- YOUR TASK -
Reproduce the following data exactly, minus any images.

- GIVEN MATERIAL -
========================================================================
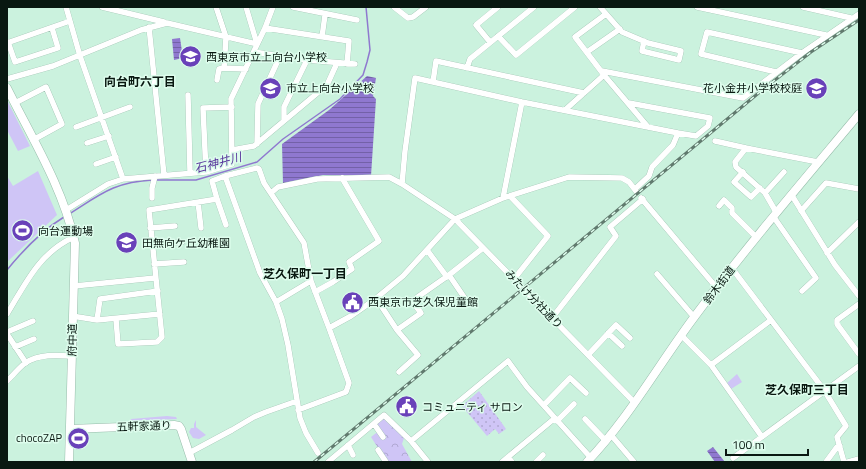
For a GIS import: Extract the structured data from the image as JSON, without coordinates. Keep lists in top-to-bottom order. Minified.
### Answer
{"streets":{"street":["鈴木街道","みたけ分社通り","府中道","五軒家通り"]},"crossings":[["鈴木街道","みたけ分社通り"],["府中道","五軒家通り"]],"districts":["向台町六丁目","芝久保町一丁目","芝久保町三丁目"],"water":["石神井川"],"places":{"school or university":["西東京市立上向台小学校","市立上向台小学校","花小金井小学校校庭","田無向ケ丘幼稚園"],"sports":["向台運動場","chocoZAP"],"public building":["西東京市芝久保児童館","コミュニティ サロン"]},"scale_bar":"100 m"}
========================================================================
- COMPLETED TASK -
For a GIS import: Extract the structured data from the image as JSON, without coordinates. Keep lists in top-to-bottom order. Minified.
### Answer
{"streets":{"street":["鈴木街道","みたけ分社通り","府中道","五軒家通り"]},"crossings":[["鈴木街道","みたけ分社通り"],["府中道","五軒家通り"]],"districts":["向台町六丁目","芝久保町一丁目","芝久保町三丁目"],"water":["石神井川"],"places":{"school or university":["西東京市立上向台小学校","市立上向台小学校","花小金井小学校校庭","田無向ケ丘幼稚園"],"sports":["向台運動場","chocoZAP"],"public building":["西東京市芝久保児童館","コミュニティ サロン"]},"scale_bar":"100 m"}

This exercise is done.